One method involves a human challenge, or requiring the sender of an electronic pitch to solve a puzzle that only a flesh-and-blood person can handle. Another is a so-called "computational puzzle" that a computer sending only a few messages could easily handle, but that would be prohibitively expensive for a mass-mailer.
But the most promising, Gates said, was a method that would hit the sender of an e-mail in the pocketbook.
People would set a level of monetary risk - low or high, depending on their choice - for receiving e-mail from strangers. If the e-mail turns out to be from a long-lost relative, for example, the recipient would charge nothing. But if it is unwanted spam, the sender would have to fork over the cash.
"In the long run, the monetary (method) will be dominant," Gates predicted.
He conceded, however, that his prognostications have not always been on the mark. Notable misjudgments include the rising popularity of open-source software, epitomized by Linux, and the success of the Google search engine.
"They kicked our butts," he said, while promising a better next-generation Internet search engine from Microsoft, due as early as next year.
At the forum itself, Gates announced a partnership with the United Nations to bring computer technology and literacy to developing countries.

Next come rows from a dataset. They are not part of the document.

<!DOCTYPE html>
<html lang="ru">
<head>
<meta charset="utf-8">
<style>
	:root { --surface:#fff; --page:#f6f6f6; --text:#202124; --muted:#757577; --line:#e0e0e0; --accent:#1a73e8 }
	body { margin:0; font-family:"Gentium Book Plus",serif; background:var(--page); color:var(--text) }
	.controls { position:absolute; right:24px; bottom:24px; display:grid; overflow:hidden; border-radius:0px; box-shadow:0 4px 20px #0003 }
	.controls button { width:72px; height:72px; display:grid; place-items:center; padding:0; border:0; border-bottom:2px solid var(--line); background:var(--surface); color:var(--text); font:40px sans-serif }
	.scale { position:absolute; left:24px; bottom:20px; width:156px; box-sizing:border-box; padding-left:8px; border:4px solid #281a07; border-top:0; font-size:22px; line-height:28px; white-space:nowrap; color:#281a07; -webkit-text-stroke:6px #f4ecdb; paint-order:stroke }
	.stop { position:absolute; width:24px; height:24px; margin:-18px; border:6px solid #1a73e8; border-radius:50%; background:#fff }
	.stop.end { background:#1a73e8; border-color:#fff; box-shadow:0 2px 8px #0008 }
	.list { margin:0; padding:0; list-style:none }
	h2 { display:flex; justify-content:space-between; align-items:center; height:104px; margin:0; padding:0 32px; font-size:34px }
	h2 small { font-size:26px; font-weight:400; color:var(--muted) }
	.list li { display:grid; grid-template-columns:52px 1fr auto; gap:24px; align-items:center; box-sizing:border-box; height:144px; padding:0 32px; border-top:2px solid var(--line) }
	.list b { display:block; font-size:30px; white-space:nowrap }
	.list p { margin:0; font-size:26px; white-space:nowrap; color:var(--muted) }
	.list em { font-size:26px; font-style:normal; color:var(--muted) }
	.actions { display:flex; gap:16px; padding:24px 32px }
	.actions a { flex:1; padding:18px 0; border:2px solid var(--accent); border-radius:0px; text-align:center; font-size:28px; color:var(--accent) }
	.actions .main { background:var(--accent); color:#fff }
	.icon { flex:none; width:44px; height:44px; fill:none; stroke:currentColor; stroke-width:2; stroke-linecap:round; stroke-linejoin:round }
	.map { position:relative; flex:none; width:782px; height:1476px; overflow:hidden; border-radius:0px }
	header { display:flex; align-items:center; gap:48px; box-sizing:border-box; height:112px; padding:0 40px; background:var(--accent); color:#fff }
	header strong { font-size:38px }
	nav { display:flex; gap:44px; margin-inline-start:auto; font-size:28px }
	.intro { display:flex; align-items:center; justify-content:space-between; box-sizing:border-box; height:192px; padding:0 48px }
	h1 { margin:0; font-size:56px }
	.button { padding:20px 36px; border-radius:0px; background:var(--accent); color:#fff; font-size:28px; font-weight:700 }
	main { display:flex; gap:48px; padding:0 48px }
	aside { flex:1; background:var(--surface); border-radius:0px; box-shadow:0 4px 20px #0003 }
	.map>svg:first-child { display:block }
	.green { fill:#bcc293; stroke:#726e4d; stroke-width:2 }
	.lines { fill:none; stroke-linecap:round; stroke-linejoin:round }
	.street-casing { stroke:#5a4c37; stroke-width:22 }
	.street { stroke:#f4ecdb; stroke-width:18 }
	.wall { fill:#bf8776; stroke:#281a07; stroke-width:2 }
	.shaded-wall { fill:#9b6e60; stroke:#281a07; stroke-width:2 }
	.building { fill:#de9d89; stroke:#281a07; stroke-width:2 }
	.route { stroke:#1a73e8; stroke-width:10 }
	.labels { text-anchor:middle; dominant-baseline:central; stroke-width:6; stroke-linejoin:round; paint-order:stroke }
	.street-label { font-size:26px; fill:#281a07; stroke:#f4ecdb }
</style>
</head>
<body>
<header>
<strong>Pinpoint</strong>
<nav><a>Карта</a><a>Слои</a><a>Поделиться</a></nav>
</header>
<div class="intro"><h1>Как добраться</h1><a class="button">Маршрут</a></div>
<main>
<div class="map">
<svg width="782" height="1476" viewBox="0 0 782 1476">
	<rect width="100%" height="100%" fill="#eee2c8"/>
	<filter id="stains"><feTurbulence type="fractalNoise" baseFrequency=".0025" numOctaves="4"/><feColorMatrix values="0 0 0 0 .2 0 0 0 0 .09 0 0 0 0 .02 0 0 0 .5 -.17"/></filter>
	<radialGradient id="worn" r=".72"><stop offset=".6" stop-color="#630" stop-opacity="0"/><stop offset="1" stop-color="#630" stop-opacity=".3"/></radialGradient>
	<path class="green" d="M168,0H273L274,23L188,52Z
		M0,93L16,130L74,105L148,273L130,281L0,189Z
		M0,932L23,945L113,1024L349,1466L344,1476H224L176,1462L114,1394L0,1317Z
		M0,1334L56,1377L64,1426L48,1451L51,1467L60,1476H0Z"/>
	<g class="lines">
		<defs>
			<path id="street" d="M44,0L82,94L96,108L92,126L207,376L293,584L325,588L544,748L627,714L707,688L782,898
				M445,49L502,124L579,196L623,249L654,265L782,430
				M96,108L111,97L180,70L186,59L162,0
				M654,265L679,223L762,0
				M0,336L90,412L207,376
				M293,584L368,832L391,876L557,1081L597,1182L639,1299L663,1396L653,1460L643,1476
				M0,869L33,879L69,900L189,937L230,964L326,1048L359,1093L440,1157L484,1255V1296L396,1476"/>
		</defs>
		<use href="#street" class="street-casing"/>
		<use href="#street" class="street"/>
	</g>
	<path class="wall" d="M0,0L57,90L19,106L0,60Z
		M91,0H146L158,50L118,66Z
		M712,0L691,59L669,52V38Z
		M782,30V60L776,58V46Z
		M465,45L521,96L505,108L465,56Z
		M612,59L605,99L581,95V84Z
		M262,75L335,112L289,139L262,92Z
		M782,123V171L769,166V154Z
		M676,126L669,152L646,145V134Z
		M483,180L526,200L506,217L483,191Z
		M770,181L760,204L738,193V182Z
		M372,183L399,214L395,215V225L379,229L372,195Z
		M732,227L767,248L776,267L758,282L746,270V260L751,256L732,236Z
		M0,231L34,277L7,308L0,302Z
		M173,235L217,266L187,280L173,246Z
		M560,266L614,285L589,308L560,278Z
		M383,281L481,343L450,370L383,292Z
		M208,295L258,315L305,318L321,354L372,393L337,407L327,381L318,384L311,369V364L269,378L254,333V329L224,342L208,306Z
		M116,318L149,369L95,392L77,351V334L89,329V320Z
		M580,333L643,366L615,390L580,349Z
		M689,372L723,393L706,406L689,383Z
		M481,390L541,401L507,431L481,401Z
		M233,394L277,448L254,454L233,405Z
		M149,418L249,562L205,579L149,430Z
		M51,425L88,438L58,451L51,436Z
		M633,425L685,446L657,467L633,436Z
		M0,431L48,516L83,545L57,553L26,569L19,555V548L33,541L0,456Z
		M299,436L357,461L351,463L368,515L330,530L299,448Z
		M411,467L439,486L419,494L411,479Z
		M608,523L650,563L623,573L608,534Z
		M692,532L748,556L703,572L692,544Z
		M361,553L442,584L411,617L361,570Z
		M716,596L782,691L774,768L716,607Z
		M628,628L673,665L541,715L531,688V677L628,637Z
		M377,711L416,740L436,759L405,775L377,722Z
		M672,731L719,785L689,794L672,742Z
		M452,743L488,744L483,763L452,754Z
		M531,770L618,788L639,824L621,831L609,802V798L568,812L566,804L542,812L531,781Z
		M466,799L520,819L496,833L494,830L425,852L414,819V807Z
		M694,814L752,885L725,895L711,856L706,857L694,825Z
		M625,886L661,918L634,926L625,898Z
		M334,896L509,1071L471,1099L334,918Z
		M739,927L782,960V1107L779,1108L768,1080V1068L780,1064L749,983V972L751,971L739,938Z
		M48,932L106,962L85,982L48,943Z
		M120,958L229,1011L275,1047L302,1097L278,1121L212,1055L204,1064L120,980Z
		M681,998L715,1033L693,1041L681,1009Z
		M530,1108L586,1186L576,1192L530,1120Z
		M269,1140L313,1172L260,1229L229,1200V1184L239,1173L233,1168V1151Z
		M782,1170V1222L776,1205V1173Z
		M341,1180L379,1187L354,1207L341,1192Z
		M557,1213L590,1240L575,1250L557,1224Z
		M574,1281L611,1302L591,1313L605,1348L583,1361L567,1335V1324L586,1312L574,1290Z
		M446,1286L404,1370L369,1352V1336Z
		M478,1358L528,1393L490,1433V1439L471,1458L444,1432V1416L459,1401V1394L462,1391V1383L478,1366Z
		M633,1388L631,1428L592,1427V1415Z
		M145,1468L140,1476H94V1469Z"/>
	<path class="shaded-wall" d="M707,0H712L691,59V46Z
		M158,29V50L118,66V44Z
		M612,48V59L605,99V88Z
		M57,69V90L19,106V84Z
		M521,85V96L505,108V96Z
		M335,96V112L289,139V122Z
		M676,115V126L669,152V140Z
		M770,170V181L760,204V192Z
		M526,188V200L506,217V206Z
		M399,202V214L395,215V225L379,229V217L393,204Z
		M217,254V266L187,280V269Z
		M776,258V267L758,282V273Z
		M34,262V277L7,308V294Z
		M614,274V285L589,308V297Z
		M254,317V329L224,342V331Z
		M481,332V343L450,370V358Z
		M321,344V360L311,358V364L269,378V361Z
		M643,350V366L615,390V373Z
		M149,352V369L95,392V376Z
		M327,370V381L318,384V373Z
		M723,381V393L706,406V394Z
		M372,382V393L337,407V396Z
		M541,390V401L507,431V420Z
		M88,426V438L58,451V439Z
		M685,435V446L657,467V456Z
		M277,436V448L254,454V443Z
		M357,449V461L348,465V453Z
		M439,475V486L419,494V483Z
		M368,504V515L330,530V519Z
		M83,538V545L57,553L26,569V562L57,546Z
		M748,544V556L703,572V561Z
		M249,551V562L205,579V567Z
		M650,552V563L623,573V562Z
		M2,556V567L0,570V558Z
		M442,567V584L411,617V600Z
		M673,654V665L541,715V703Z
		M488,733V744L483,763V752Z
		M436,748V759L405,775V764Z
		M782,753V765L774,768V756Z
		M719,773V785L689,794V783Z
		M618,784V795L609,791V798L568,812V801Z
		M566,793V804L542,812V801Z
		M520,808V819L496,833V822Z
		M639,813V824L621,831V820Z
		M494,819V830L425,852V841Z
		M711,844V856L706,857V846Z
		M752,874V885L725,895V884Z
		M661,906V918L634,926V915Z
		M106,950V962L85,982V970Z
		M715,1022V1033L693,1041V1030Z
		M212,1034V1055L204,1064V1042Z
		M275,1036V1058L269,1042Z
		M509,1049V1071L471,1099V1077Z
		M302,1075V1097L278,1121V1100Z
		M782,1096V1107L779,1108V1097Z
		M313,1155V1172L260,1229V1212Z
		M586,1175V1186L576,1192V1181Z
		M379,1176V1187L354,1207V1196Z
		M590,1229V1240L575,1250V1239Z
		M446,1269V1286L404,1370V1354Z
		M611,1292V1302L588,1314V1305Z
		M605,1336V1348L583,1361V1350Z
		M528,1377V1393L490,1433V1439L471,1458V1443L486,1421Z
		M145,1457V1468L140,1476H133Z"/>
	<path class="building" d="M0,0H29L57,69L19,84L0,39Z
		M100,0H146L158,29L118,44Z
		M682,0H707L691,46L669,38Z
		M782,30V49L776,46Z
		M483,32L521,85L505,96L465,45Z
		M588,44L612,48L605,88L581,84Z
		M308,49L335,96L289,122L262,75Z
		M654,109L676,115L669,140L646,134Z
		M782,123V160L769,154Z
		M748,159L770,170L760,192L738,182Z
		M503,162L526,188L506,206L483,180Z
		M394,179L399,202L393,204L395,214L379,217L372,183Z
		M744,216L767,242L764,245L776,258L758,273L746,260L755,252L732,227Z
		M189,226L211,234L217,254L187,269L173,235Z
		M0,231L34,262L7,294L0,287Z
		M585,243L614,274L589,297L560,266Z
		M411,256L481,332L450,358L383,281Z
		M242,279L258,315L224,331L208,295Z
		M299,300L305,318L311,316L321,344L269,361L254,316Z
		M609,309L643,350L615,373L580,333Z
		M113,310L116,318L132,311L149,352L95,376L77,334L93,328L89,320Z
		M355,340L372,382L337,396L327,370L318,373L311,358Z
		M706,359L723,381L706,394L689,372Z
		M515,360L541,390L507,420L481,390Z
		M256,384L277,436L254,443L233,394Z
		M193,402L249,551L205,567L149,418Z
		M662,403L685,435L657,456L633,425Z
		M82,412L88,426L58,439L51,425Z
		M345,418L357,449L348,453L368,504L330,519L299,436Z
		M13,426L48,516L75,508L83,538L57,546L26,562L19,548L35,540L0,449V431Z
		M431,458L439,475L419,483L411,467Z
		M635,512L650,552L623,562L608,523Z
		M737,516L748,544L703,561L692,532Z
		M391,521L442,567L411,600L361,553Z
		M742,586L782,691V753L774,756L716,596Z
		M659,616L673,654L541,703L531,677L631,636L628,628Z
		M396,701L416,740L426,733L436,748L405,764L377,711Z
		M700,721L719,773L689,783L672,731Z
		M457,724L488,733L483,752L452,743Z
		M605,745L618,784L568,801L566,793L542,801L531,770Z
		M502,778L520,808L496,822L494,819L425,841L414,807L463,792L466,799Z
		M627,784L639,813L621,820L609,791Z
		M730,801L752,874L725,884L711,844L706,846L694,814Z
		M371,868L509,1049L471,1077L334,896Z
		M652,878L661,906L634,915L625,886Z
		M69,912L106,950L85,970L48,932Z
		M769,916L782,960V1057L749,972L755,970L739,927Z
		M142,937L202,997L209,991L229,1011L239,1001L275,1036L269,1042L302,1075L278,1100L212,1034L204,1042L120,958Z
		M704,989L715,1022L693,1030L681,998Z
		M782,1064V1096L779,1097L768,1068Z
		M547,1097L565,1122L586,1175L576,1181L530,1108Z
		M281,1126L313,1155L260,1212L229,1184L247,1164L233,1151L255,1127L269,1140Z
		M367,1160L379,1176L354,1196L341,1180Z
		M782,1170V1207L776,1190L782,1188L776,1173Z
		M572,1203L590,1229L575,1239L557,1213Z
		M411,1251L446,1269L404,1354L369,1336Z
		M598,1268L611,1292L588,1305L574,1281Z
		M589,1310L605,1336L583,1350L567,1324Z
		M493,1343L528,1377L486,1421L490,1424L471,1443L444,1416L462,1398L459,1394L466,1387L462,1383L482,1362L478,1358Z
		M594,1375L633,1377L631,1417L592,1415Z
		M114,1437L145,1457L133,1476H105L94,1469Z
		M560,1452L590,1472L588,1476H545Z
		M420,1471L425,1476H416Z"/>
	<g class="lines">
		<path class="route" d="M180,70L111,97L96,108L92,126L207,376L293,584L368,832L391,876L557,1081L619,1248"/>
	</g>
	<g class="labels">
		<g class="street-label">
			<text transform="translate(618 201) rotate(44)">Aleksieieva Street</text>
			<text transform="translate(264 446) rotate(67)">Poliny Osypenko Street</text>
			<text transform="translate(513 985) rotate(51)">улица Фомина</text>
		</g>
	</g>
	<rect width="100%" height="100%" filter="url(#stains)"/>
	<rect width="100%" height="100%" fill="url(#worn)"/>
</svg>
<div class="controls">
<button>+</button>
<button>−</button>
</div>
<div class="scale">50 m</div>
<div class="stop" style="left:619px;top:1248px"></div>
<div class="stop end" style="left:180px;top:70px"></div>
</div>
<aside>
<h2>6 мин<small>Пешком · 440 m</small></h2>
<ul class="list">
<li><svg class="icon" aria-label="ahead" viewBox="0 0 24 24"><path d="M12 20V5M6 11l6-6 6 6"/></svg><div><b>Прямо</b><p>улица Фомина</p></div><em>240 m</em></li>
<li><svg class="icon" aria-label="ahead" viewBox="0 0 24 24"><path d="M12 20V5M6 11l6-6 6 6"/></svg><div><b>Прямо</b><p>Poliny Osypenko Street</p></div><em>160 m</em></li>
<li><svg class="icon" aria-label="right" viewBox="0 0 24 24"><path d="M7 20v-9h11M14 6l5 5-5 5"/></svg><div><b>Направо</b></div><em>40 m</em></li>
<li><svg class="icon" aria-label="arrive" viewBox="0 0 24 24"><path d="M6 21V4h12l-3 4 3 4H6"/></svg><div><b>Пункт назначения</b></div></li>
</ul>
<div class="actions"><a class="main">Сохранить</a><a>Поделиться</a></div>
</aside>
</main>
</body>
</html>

Drawing on a $1 billion Microsoft fund, the U.S. software giant will work with the U.N. Development Program to provide software, computer training and cash to establish computer centers in poor communities, starting with pilot projects in Egypt, Mozambique and Morocco.
Gates told a news conference the centers would not have to use only Microsoft products.
Egypt's minister of communication and information technology, Ahmed Mahmoud Nazif, welcomed the help, noting that about 500 to 600 centers have already been set up in Egypt.
Gates told the smaller group he thought Microsoft's team of software engineers was outrunning the hackers that have caused havoc by unleashing increasingly destructive viruses to attack networked computers. But he said it was tough to stay ahead. "If only the bad guys would just do the same stuff they did last year," he moaned.
While the Windows desktop operating system has become a "very powerful standard," he said Microsoft was more open today about its source code to allow other companies to develop competing products. That was partly due, he said, to the rise of Linux and antitrust actions in the United States and Europe.
Gates said he had not met with European Union antitrust commissioner Mario Monti, who is also attending the forum in Davos, but would be willing to if it would help settle the long-running EU antitrust case against Microsoft.
EU regulators charge that Microsoft's decision to tie its Media Player into Windows, which runs about 90 percent of desktop computers, "weakens competition on the merits, stifles product innovation and ultimately reduces consumer choice."
They are threatening fines that could reach up to $3 billion, as well as a far-reaching order for Microsoft to strip the multimedia application from Windows to give rivals such as RealNetworks' RealPlayer or Apple's Quicktime more of a chance.
"We're doing what we can to come to some amicable settlement," Gates said.
After three days of hearings last November, the European Commission is expected to issue its decision early this year.